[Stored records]
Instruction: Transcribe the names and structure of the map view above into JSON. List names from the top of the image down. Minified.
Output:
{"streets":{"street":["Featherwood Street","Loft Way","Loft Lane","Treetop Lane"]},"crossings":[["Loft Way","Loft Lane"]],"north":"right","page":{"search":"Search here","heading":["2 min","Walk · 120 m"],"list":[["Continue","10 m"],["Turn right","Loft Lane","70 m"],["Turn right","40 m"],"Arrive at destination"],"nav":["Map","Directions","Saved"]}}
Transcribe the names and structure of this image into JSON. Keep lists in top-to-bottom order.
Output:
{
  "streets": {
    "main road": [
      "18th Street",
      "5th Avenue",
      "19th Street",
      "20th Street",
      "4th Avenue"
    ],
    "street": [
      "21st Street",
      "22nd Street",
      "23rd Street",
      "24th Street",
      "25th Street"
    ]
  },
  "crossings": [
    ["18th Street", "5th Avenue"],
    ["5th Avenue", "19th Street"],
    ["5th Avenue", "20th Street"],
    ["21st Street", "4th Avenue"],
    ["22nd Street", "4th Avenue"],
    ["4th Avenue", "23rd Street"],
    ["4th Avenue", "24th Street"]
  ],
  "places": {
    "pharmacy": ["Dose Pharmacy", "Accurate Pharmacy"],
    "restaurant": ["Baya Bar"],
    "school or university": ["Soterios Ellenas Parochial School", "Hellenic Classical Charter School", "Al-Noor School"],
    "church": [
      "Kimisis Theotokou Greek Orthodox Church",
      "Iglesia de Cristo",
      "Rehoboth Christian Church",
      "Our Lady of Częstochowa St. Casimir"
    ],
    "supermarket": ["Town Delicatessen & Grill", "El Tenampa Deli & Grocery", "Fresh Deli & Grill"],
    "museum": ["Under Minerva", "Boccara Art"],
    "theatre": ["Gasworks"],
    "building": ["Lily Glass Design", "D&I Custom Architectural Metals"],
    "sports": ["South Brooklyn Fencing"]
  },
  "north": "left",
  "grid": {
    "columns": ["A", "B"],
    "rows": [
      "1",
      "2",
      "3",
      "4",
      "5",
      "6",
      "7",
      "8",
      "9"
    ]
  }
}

--

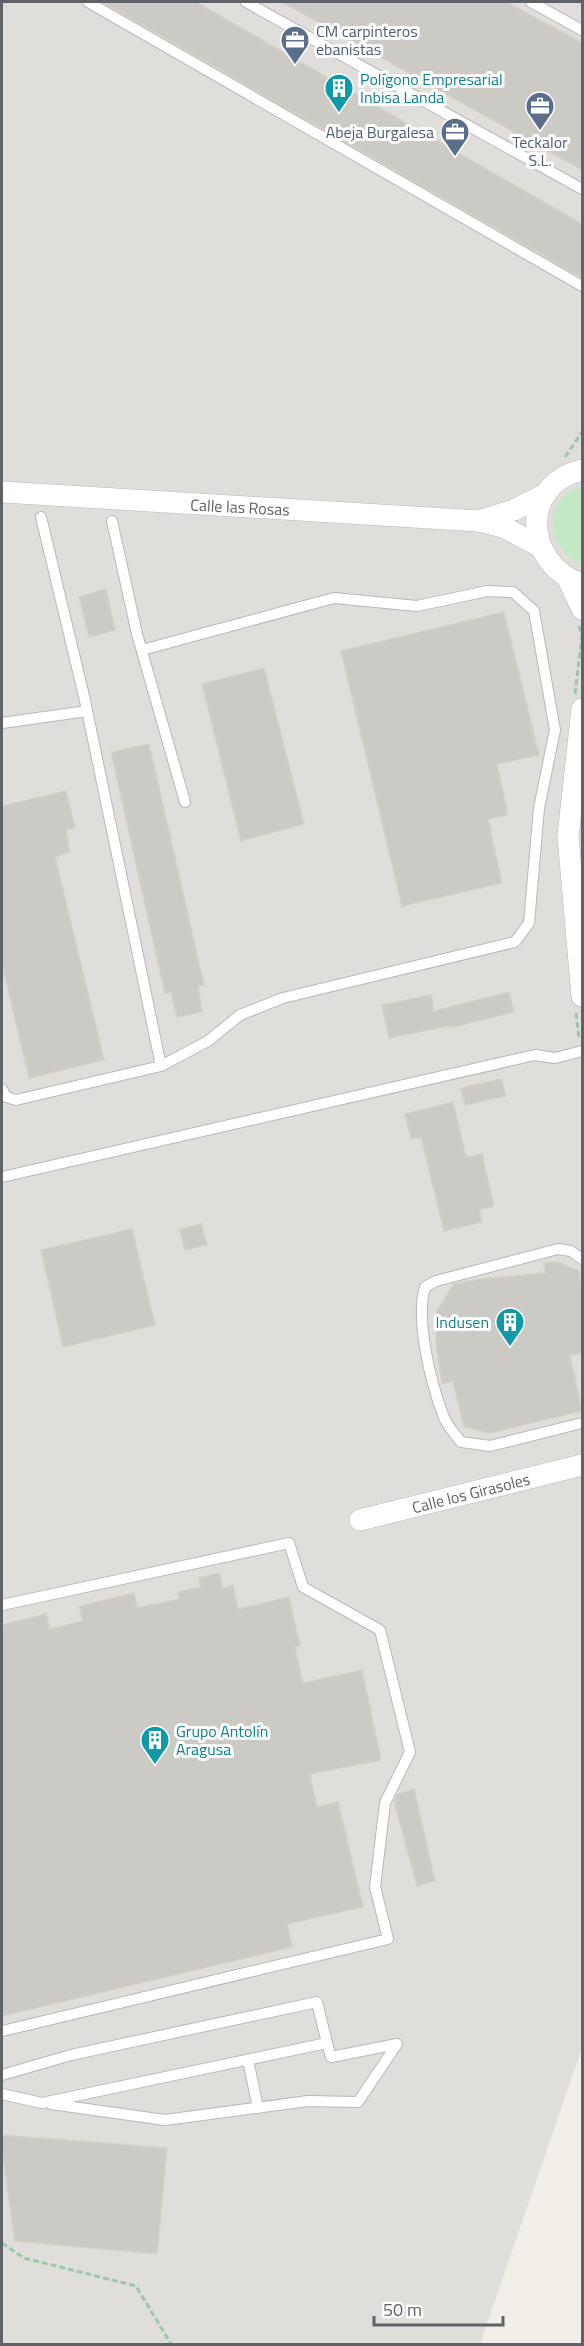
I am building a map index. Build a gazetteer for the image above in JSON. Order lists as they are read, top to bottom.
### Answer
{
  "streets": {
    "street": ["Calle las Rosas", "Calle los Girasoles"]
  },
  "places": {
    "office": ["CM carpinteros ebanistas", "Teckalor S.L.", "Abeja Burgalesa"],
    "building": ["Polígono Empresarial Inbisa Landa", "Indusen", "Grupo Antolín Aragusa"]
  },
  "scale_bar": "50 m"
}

• **Task goal**: Among the entries above, the lines between the ones containing "Instruction: Transcribe the" and "Transcribe the names and structure of this", inclusive, are to be transcribed exactly. No other line is to be given.

• **Solved exercise**:
Instruction: Transcribe the names and structure of the map view above into JSON. List names from the top of the image down. Minified.
Output:
{"streets":{"street":["Featherwood Street","Loft Way","Loft Lane","Treetop Lane"]},"crossings":[["Loft Way","Loft Lane"]],"north":"right","page":{"search":"Search here","heading":["2 min","Walk · 120 m"],"list":[["Continue","10 m"],["Turn right","Loft Lane","70 m"],["Turn right","40 m"],"Arrive at destination"],"nav":["Map","Directions","Saved"]}}
Transcribe the names and structure of this image into JSON. Keep lists in top-to-bottom order.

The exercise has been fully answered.